> **GIVEN INFORMATION**

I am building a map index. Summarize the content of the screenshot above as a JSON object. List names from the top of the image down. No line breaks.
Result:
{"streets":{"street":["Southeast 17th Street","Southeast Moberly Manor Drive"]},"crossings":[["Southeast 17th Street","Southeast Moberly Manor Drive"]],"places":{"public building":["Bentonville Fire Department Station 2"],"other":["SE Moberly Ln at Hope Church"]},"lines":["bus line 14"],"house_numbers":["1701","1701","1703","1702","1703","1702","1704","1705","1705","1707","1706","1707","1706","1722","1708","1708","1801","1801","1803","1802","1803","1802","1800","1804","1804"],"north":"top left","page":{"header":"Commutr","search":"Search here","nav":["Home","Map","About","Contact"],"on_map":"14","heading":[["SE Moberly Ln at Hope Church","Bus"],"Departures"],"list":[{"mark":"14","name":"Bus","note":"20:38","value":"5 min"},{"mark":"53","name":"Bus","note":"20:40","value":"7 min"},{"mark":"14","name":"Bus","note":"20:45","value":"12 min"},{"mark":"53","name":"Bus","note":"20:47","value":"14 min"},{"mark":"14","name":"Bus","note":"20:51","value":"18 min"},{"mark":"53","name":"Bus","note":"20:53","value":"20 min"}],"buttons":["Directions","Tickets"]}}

==

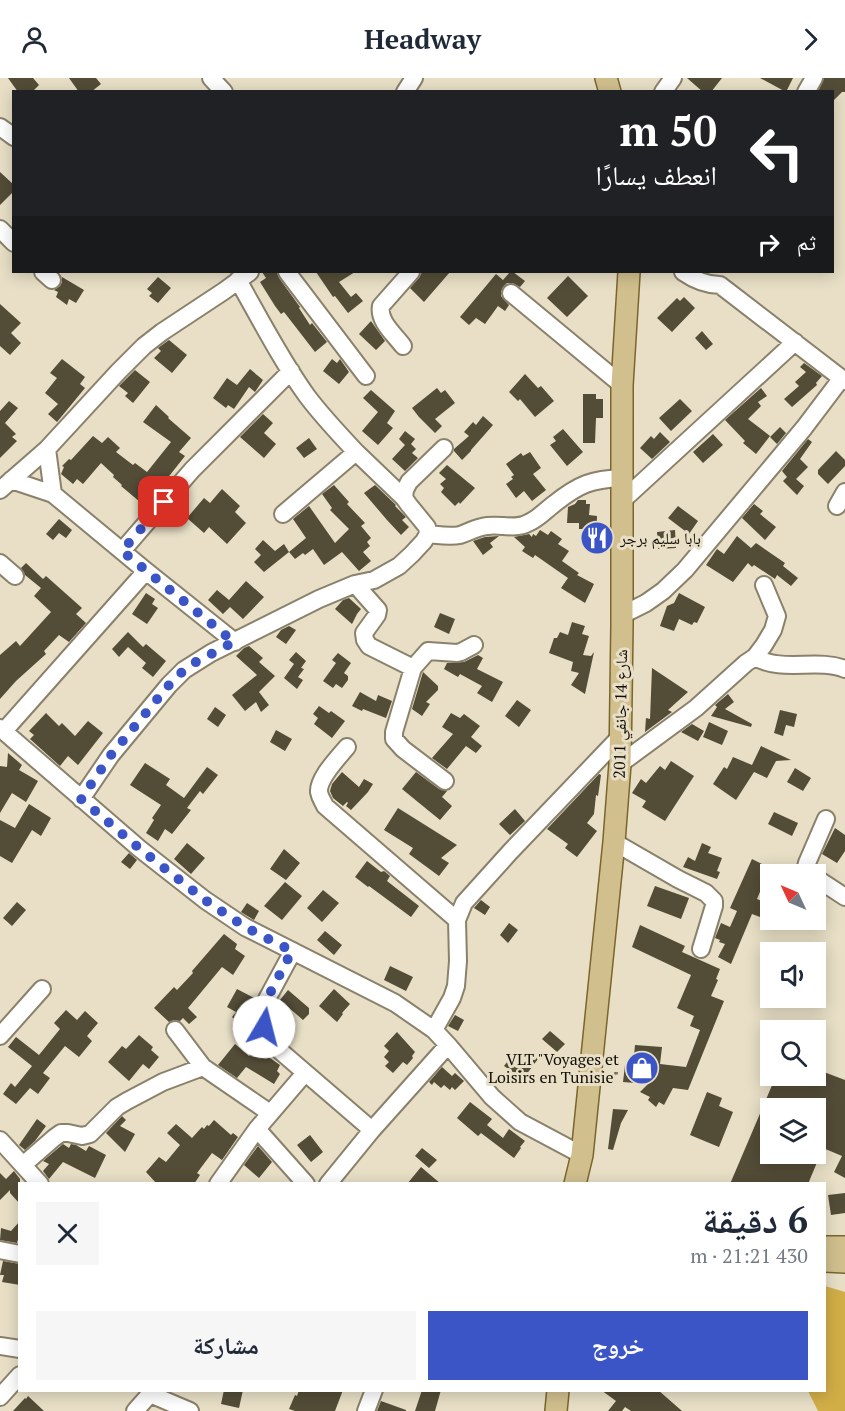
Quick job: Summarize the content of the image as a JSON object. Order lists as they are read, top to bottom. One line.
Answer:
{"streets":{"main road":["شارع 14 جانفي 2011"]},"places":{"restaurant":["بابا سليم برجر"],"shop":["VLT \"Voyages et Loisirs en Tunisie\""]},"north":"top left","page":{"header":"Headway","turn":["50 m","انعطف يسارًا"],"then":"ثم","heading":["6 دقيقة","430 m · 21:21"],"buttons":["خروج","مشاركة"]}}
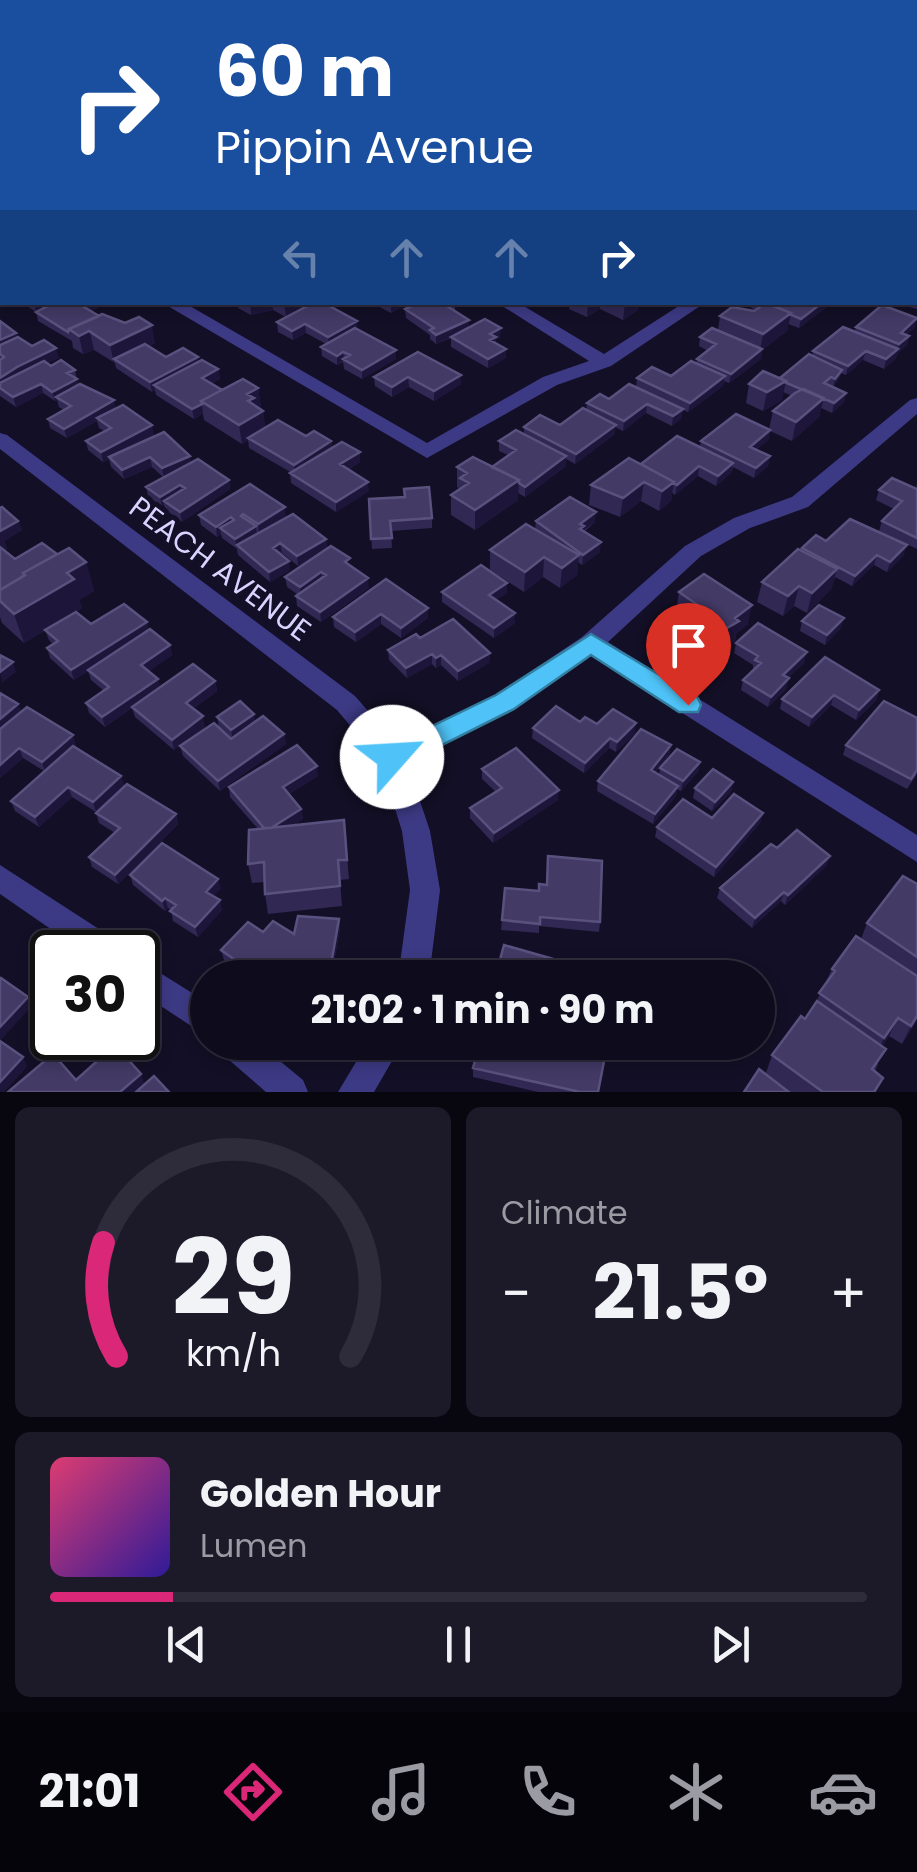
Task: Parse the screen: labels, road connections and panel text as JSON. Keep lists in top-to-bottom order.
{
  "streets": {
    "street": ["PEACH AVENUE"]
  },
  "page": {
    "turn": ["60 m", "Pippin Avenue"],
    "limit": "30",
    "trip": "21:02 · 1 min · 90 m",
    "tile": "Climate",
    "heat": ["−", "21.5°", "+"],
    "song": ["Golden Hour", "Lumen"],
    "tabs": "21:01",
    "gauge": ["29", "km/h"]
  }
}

> **TASK ITEM**
In the records above, which lines hold the string "image"? Copy each one.

> **ANSWER TO THE EXERCISE**
I am building a map index. Summarize the content of the screenshot above as a JSON object. List names from the top of the image down. No line breaks.
Quick job: Summarize the content of the image as a JSON object. Order lists as they are read, top to bottom. One line.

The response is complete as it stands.